▸ **RECORDS TO USE**:
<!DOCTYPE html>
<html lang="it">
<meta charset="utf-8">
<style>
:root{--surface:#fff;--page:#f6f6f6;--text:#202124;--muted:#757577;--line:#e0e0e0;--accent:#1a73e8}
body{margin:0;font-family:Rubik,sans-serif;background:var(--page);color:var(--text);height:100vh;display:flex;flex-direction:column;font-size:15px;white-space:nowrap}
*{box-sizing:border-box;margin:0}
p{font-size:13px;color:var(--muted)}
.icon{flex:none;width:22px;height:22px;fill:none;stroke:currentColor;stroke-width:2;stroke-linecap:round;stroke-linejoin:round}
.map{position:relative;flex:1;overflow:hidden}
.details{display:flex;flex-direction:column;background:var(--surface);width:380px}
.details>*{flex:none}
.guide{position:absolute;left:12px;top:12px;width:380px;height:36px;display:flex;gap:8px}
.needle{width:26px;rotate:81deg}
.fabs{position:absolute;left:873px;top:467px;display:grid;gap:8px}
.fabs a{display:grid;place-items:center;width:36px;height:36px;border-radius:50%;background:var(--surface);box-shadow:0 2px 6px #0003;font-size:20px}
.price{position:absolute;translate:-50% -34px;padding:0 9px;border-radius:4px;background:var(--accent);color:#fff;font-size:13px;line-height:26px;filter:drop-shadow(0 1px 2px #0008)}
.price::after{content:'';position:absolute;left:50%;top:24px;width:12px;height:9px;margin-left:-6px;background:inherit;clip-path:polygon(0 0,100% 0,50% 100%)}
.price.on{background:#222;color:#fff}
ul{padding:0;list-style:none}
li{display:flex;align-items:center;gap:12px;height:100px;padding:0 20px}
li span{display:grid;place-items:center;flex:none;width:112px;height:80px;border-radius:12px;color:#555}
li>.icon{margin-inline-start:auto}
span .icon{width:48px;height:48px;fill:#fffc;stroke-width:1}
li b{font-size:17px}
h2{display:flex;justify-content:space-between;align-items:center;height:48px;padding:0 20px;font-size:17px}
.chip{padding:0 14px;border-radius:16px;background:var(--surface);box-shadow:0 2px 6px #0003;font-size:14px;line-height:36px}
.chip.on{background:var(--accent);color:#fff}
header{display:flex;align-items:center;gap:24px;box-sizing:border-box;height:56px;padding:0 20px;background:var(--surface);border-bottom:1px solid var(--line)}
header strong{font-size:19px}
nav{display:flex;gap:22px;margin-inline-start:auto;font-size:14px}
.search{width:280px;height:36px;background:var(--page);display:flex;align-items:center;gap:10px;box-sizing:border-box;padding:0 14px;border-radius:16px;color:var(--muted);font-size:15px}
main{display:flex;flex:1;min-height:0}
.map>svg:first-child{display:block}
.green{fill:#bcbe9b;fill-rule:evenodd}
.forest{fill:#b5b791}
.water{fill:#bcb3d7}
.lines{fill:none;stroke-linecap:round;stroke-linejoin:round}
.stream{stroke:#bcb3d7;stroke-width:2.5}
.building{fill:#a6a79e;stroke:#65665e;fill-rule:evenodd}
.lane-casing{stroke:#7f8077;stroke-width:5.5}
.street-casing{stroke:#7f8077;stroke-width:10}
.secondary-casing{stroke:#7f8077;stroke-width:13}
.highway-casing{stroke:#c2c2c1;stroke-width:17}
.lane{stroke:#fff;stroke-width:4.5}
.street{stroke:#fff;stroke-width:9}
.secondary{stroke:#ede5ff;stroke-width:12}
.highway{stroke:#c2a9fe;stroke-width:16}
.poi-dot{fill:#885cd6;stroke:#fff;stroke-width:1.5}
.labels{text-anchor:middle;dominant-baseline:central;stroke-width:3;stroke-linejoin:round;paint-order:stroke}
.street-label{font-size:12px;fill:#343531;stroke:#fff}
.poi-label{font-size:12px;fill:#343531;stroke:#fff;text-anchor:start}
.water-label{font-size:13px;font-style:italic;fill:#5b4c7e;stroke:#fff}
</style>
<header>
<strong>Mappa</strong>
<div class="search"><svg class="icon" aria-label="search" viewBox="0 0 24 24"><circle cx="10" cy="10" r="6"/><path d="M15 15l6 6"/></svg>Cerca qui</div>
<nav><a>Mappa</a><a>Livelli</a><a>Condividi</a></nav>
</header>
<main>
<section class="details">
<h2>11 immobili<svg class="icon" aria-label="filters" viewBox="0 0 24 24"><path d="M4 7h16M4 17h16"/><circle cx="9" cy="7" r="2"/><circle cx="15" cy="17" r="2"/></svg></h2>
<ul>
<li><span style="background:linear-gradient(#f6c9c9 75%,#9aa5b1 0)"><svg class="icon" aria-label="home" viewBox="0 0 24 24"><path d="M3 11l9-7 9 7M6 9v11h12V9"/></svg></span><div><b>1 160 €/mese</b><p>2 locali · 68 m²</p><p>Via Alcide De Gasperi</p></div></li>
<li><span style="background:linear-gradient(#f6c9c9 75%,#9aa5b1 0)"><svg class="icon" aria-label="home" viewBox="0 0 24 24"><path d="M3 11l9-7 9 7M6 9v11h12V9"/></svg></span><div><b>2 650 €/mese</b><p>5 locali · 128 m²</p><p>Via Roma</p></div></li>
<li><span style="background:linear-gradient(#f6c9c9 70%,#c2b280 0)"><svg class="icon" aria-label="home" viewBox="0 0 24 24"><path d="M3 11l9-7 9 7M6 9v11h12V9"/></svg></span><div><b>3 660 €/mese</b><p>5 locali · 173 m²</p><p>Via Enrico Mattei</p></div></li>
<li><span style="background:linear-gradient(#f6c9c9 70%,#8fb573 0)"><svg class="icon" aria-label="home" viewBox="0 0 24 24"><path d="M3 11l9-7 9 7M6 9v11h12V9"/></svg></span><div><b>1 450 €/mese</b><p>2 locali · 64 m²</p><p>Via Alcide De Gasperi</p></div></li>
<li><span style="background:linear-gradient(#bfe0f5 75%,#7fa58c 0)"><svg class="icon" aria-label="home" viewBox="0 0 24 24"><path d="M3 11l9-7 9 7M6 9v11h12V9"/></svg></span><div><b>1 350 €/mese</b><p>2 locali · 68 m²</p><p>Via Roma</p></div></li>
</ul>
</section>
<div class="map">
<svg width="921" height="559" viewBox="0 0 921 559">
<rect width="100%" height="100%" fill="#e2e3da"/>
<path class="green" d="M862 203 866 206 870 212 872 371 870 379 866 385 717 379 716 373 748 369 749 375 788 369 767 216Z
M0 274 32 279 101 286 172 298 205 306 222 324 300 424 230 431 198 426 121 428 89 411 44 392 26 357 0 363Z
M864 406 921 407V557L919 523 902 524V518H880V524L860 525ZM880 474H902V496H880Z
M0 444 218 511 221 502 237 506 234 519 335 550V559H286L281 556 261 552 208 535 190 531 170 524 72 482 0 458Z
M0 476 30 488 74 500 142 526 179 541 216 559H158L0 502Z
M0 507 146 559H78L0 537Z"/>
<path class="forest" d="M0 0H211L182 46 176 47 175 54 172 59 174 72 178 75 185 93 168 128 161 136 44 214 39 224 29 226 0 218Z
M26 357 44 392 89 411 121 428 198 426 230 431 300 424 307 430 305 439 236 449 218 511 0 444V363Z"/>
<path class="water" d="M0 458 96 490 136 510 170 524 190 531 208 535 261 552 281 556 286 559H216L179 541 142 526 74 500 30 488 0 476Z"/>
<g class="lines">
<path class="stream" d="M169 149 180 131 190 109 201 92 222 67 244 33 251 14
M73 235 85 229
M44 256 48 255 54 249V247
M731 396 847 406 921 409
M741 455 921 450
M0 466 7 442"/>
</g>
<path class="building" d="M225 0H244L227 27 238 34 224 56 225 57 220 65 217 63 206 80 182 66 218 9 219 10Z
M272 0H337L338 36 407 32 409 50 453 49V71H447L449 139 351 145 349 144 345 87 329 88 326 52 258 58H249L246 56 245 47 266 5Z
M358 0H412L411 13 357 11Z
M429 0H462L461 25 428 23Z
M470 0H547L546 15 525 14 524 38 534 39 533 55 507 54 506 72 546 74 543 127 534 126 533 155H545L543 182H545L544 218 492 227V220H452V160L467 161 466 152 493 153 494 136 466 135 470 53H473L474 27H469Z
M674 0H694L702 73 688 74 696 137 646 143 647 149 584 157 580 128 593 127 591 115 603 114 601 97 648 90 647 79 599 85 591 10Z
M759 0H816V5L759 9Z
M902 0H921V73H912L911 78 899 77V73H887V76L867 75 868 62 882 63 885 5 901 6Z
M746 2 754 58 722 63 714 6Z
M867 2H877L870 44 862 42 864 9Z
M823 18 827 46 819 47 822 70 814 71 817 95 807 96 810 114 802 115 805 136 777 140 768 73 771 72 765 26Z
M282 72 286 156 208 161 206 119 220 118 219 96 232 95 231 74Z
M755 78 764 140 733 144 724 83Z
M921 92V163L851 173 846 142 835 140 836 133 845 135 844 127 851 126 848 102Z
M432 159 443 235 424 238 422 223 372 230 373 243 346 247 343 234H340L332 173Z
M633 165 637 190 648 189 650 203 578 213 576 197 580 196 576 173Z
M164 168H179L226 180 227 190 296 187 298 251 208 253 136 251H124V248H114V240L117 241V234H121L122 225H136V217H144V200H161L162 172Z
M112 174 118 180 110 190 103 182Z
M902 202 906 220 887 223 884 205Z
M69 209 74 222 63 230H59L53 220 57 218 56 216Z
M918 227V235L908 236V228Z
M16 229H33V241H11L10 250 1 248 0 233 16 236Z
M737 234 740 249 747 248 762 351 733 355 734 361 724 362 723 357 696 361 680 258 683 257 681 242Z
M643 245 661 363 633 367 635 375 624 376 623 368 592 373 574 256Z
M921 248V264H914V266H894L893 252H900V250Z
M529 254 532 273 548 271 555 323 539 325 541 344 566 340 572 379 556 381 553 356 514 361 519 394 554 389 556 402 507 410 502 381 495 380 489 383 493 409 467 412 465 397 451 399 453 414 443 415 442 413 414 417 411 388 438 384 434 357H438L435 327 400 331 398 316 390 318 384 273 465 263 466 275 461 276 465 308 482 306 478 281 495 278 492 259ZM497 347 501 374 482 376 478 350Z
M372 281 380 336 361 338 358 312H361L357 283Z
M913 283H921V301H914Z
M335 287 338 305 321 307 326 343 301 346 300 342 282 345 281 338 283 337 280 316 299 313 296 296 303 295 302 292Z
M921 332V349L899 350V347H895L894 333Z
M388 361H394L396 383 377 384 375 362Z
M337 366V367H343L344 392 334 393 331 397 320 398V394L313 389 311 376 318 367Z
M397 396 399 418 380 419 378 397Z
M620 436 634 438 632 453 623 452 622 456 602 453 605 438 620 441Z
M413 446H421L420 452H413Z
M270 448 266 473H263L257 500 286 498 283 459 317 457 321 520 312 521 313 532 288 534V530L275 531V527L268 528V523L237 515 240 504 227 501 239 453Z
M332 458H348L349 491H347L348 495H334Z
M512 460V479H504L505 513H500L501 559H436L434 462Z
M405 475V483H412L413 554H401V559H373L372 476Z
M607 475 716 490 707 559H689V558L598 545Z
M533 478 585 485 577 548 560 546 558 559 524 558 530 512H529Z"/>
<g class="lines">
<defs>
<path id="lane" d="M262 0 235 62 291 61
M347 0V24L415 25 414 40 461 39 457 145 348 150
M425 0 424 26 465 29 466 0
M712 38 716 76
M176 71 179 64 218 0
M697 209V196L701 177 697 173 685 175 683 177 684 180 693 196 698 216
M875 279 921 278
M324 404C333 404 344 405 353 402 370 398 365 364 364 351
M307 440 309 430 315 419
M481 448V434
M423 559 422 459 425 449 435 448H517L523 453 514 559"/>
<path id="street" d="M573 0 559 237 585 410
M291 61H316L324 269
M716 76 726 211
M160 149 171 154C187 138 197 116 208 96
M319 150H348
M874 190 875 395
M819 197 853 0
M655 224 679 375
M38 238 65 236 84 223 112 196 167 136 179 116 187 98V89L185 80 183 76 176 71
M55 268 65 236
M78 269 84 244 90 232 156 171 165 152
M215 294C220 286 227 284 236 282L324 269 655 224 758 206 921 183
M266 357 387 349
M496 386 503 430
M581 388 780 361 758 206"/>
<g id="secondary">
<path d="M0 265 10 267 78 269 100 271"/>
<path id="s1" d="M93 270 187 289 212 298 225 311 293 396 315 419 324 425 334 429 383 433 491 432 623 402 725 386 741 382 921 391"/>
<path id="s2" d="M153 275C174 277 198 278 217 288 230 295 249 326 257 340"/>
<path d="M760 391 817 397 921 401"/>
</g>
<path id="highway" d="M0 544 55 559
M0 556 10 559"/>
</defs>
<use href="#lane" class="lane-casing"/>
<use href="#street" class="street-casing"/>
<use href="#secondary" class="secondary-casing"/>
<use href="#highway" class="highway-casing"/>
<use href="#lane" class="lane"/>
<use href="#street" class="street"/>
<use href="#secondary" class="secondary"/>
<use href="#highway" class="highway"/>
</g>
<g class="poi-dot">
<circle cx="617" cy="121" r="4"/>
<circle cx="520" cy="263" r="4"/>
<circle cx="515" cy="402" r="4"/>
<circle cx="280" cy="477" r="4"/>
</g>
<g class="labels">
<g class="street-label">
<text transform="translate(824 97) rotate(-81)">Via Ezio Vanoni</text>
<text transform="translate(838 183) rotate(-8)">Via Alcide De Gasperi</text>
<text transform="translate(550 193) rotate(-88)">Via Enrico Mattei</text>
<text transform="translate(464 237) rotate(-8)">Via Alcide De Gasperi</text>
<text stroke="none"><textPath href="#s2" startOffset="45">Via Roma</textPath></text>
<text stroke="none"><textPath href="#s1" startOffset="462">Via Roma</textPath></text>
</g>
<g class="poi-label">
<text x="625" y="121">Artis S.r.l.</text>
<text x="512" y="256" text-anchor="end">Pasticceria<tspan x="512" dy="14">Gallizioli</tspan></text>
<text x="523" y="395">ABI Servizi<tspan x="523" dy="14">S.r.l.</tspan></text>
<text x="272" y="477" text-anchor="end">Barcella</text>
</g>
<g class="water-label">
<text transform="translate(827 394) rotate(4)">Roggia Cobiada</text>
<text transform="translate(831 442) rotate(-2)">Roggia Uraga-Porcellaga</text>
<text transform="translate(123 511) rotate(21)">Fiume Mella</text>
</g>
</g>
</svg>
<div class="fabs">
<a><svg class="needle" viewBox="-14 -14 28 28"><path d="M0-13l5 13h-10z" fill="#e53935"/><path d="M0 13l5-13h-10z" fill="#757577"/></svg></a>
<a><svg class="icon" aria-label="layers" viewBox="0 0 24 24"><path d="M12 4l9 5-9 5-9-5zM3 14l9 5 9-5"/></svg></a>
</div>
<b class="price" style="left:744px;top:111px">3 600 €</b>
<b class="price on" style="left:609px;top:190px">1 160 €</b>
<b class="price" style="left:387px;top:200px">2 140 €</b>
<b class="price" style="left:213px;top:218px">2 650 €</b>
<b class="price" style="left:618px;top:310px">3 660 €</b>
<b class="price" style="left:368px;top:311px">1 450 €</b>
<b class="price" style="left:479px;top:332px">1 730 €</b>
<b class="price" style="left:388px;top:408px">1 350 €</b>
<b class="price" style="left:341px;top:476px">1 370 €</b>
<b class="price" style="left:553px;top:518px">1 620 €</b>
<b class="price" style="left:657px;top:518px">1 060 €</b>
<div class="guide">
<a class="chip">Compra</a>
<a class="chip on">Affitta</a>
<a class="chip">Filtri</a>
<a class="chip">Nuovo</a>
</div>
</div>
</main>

▸ **WHAT TO DO**: Set down, unchanged, only those lines above that fall between the line with "M69 209 74 222" and the line with "M496 386 503 430", the two end lines included.

▸ **RESULT OF THE TASK**:
M69 209 74 222 63 230H59L53 220 57 218 56 216Z
M918 227V235L908 236V228Z
M16 229H33V241H11L10 250 1 248 0 233 16 236Z
M737 234 740 249 747 248 762 351 733 355 734 361 724 362 723 357 696 361 680 258 683 257 681 242Z
M643 245 661 363 633 367 635 375 624 376 623 368 592 373 574 256Z
M921 248V264H914V266H894L893 252H900V250Z
M529 254 532 273 548 271 555 323 539 325 541 344 566 340 572 379 556 381 553 356 514 361 519 394 554 389 556 402 507 410 502 381 495 380 489 383 493 409 467 412 465 397 451 399 453 414 443 415 442 413 414 417 411 388 438 384 434 357H438L435 327 400 331 398 316 390 318 384 273 465 263 466 275 461 276 465 308 482 306 478 281 495 278 492 259ZM497 347 501 374 482 376 478 350Z
M372 281 380 336 361 338 358 312H361L357 283Z
M913 283H921V301H914Z
M335 287 338 305 321 307 326 343 301 346 300 342 282 345 281 338 283 337 280 316 299 313 296 296 303 295 302 292Z
M921 332V349L899 350V347H895L894 333Z
M388 361H394L396 383 377 384 375 362Z
M337 366V367H343L344 392 334 393 331 397 320 398V394L313 389 311 376 318 367Z
M397 396 399 418 380 419 378 397Z
M620 436 634 438 632 453 623 452 622 456 602 453 605 438 620 441Z
M413 446H421L420 452H413Z
M270 448 266 473H263L257 500 286 498 283 459 317 457 321 520 312 521 313 532 288 534V530L275 531V527L268 528V523L237 515 240 504 227 501 239 453Z
M332 458H348L349 491H347L348 495H334Z
M512 460V479H504L505 513H500L501 559H436L434 462Z
M405 475V483H412L413 554H401V559H373L372 476Z
M607 475 716 490 707 559H689V558L598 545Z
M533 478 585 485 577 548 560 546 558 559 524 558 530 512H529Z"/>
<g class="lines">
<defs>
<path id="lane" d="M262 0 235 62 291 61
M347 0V24L415 25 414 40 461 39 457 145 348 150
M425 0 424 26 465 29 466 0
M712 38 716 76
M176 71 179 64 218 0
M697 209V196L701 177 697 173 685 175 683 177 684 180 693 196 698 216
M875 279 921 278
M324 404C333 404 344 405 353 402 370 398 365 364 364 351
M307 440 309 430 315 419
M481 448V434
M423 559 422 459 425 449 435 448H517L523 453 514 559"/>
<path id="street" d="M573 0 559 237 585 410
M291 61H316L324 269
M716 76 726 211
M160 149 171 154C187 138 197 116 208 96
M319 150H348
M874 190 875 395
M819 197 853 0
M655 224 679 375
M38 238 65 236 84 223 112 196 167 136 179 116 187 98V89L185 80 183 76 176 71
M55 268 65 236
M78 269 84 244 90 232 156 171 165 152
M215 294C220 286 227 284 236 282L324 269 655 224 758 206 921 183
M266 357 387 349
M496 386 503 430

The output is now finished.